## TO DO
For every line that contains the string "solid", pull that line out of the material below.

◆ ◆ ◆ ◆

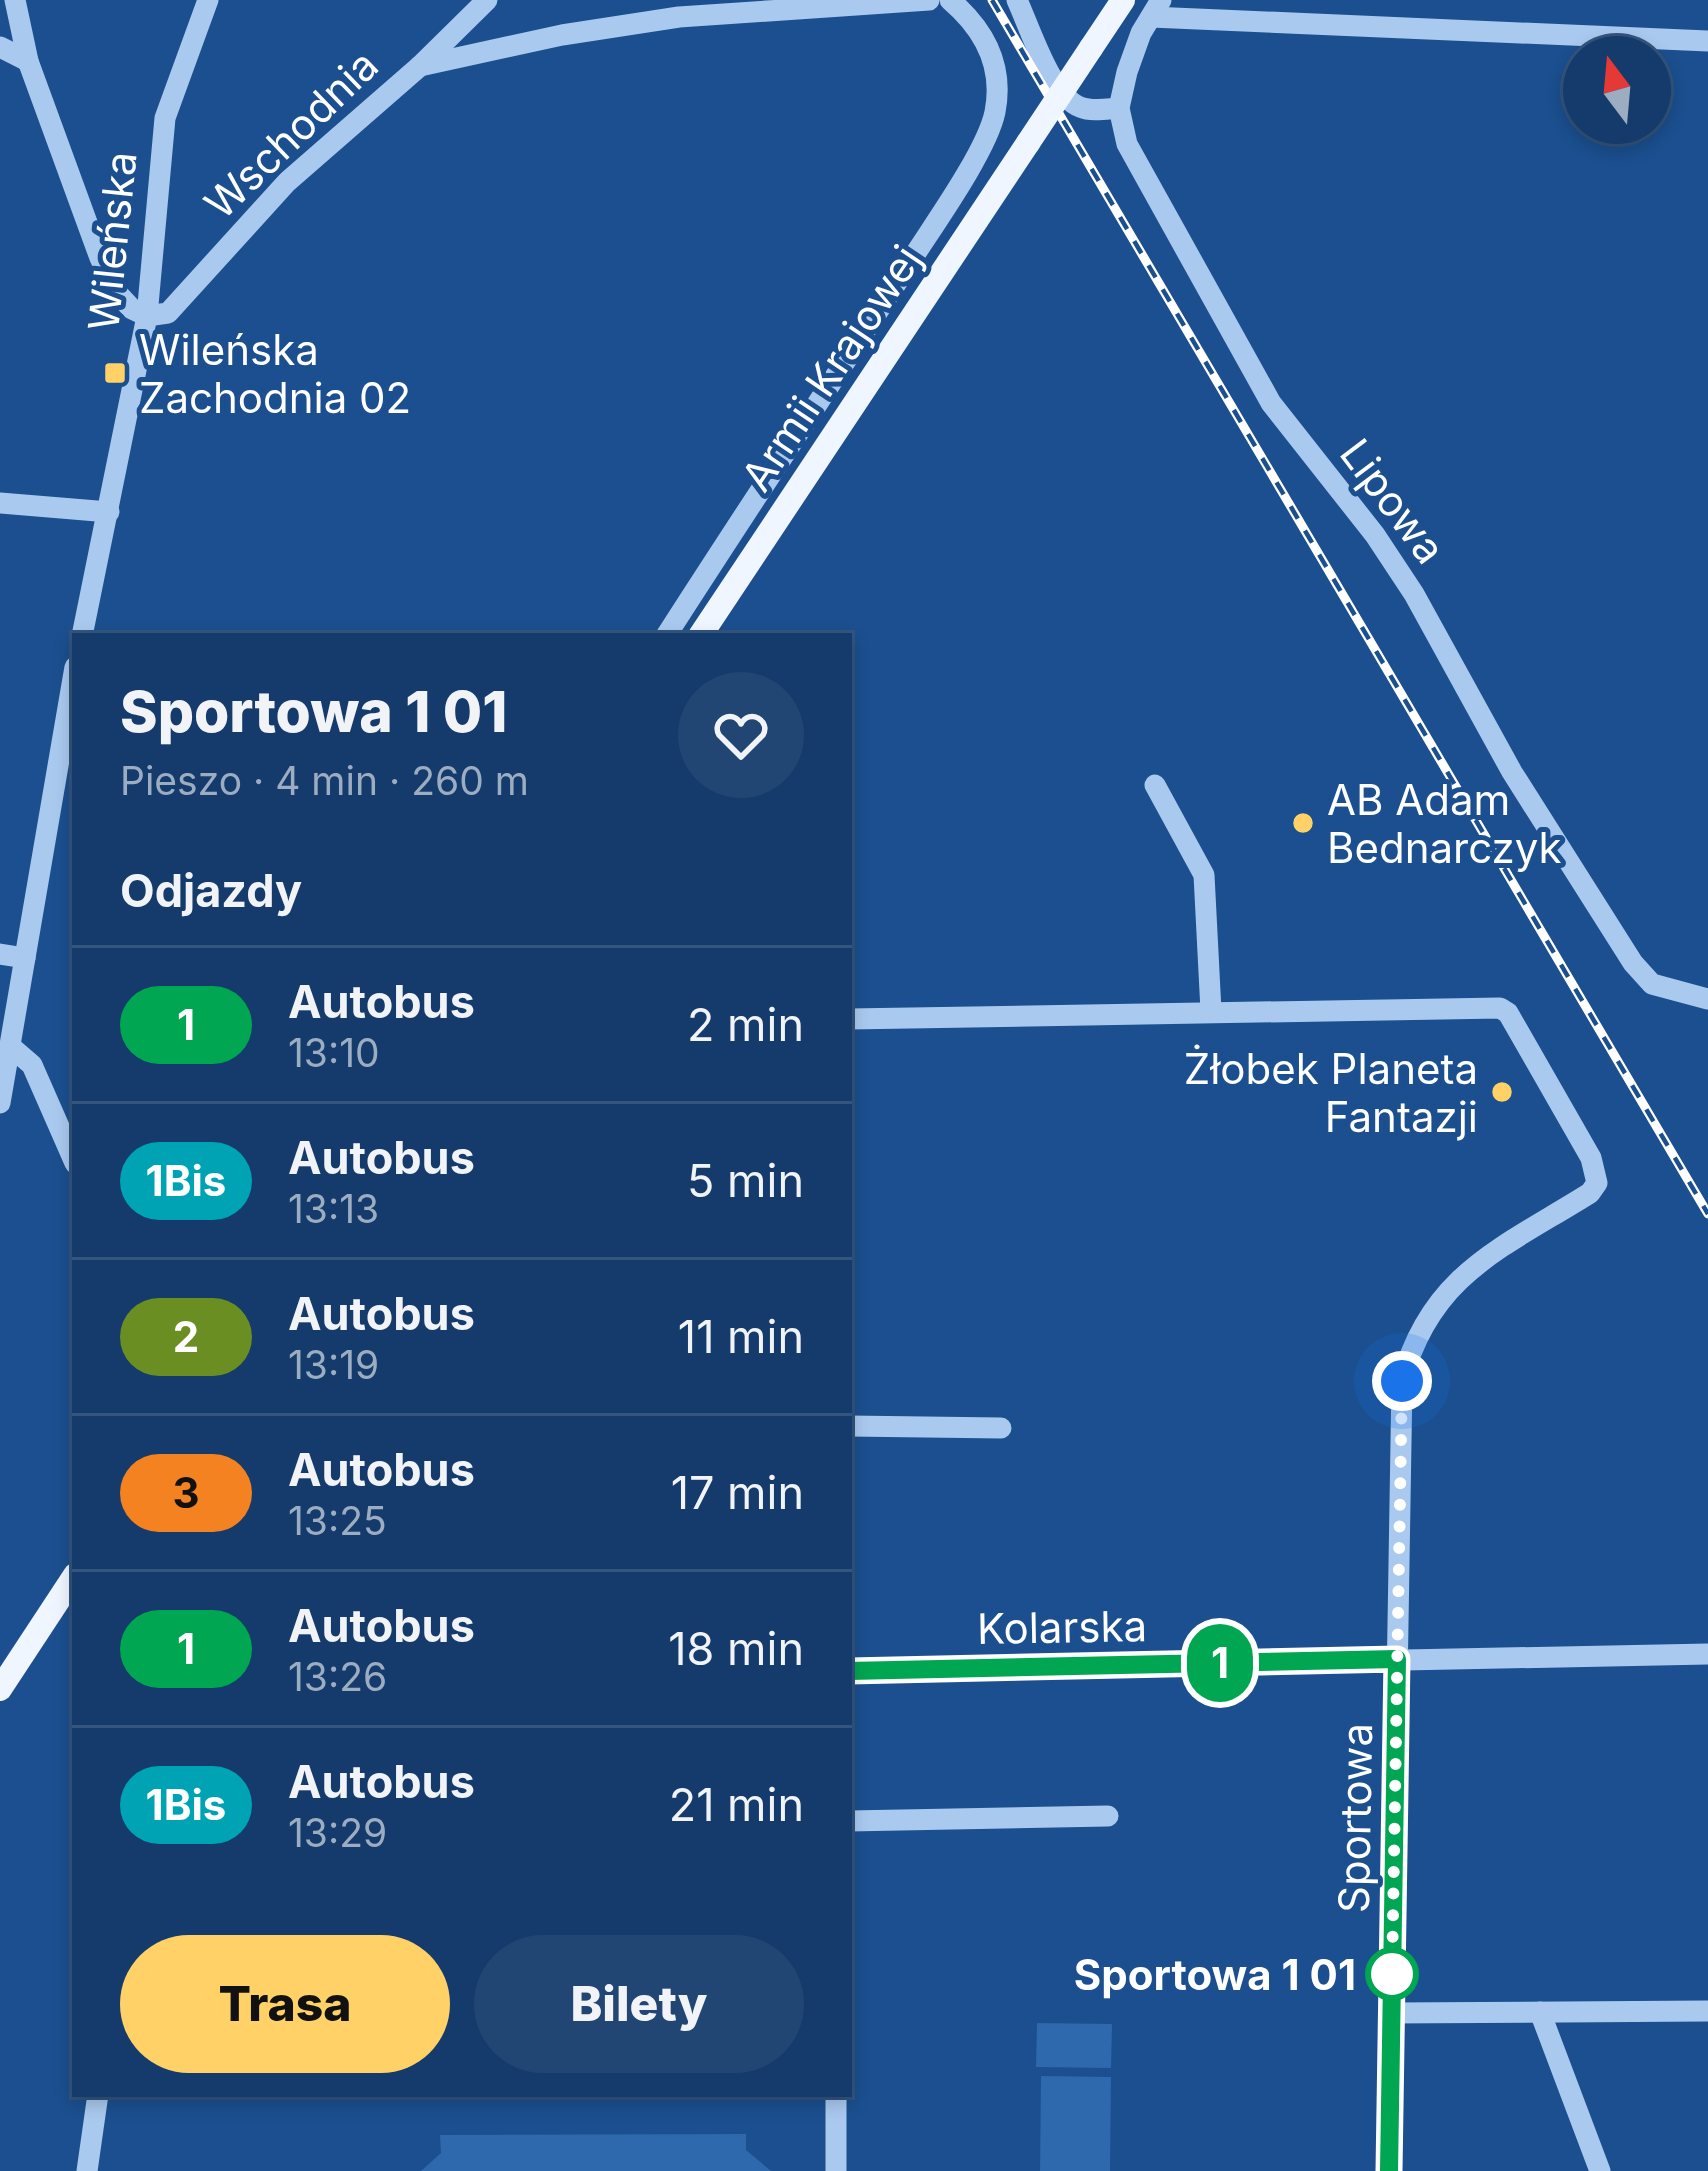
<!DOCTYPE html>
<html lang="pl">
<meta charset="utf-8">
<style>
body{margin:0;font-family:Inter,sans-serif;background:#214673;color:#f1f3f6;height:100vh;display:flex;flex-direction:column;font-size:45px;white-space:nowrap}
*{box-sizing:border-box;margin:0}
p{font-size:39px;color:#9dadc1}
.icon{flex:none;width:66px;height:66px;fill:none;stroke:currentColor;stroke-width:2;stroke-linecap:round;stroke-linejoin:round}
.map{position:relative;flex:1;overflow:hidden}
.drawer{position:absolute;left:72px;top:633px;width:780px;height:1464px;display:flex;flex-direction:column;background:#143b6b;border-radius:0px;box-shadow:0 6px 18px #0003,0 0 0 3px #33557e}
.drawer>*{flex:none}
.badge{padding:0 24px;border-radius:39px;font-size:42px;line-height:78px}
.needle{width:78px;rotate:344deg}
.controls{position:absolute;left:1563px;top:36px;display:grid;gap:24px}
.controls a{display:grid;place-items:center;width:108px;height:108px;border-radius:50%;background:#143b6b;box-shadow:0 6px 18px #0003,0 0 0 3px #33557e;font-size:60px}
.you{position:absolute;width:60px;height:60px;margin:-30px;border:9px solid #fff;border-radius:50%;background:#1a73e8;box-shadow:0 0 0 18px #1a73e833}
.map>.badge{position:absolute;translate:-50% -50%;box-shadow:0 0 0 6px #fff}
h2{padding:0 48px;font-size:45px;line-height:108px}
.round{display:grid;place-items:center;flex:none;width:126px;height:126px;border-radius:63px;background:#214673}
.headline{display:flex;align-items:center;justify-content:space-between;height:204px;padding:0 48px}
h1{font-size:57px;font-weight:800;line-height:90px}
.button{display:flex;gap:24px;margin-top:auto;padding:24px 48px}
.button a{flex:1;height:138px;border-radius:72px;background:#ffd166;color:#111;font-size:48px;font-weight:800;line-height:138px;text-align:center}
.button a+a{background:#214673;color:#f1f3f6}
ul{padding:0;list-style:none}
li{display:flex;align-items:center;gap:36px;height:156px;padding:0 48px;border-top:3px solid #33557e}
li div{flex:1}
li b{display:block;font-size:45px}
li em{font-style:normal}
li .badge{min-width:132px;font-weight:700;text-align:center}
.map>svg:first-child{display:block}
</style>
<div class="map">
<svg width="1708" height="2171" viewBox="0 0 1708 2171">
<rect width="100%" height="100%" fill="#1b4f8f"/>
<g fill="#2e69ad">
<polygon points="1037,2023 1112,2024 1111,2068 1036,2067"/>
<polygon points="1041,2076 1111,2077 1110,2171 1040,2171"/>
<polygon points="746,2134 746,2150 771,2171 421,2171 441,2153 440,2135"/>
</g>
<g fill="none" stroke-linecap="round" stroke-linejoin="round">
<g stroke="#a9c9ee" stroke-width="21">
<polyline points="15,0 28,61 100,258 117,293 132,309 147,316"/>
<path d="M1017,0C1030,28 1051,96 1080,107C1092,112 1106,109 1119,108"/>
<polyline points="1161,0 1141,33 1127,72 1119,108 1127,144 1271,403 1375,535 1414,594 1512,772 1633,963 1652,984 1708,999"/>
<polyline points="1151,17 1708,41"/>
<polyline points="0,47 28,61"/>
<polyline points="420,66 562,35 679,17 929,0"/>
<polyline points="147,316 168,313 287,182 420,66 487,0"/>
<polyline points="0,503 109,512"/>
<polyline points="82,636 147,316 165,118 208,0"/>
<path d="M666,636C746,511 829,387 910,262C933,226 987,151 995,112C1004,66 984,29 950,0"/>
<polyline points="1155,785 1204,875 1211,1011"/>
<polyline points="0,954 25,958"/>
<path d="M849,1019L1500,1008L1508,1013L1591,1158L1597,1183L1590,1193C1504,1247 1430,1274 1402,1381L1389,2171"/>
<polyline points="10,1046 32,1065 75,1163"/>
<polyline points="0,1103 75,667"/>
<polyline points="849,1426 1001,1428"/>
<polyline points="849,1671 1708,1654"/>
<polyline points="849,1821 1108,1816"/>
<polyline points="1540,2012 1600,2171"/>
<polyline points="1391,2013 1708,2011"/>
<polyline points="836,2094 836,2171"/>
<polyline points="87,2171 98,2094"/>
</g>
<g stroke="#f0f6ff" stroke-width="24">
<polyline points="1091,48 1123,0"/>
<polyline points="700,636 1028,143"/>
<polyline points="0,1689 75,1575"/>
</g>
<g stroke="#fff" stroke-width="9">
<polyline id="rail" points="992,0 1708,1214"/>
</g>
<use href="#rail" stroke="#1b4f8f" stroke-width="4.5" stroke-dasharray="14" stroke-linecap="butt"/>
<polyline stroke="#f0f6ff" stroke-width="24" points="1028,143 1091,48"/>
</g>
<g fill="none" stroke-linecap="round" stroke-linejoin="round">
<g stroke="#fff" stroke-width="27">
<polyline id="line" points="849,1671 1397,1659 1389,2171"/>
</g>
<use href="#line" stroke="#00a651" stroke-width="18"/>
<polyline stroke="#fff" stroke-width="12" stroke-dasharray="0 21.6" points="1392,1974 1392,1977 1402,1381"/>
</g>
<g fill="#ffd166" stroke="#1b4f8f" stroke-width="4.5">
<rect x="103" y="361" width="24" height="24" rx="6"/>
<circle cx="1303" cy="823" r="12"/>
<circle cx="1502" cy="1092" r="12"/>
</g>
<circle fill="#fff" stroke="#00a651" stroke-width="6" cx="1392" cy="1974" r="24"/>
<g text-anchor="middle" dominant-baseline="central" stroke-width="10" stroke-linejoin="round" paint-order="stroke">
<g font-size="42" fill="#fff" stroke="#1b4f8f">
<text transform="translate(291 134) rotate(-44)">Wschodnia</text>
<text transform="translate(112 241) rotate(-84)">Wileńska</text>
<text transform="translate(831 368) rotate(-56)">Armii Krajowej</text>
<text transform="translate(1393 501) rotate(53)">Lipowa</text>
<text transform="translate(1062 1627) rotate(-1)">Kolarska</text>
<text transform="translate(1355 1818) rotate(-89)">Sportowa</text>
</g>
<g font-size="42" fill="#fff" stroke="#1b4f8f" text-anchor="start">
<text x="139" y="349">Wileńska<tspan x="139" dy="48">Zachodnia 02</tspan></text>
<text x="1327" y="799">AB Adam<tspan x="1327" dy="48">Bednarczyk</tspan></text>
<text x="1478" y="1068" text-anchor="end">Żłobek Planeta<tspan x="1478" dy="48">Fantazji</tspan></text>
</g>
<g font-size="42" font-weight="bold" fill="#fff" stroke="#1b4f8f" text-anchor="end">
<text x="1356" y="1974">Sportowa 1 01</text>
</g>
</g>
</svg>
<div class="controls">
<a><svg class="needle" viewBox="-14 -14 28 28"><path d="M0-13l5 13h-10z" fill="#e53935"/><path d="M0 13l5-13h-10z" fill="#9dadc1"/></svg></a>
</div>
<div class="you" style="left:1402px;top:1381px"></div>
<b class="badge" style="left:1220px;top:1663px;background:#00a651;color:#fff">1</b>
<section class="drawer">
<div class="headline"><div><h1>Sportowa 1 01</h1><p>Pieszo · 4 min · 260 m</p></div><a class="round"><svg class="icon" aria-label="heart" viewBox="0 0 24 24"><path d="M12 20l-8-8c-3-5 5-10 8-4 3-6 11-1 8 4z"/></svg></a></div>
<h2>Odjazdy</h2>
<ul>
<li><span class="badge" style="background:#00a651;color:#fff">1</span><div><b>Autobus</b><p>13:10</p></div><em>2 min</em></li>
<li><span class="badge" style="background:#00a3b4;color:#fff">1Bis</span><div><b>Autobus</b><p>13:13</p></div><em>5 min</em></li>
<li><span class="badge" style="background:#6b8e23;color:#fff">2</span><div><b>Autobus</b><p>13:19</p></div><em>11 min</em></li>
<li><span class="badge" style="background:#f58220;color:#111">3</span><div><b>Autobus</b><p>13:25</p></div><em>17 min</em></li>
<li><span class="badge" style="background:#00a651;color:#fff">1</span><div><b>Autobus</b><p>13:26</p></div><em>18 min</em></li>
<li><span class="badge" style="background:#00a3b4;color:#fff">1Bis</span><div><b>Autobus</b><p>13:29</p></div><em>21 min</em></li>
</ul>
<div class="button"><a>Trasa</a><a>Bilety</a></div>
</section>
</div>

◆ ◆ ◆ ◆

## SOLUTION TO THIS PROBLEM
.you{position:absolute;width:60px;height:60px;margin:-30px;border:9px solid #fff;border-radius:50%;background:#1a73e8;box-shadow:0 0 0 18px #1a73e833}
li{display:flex;align-items:center;gap:36px;height:156px;padding:0 48px;border-top:3px solid #33557e}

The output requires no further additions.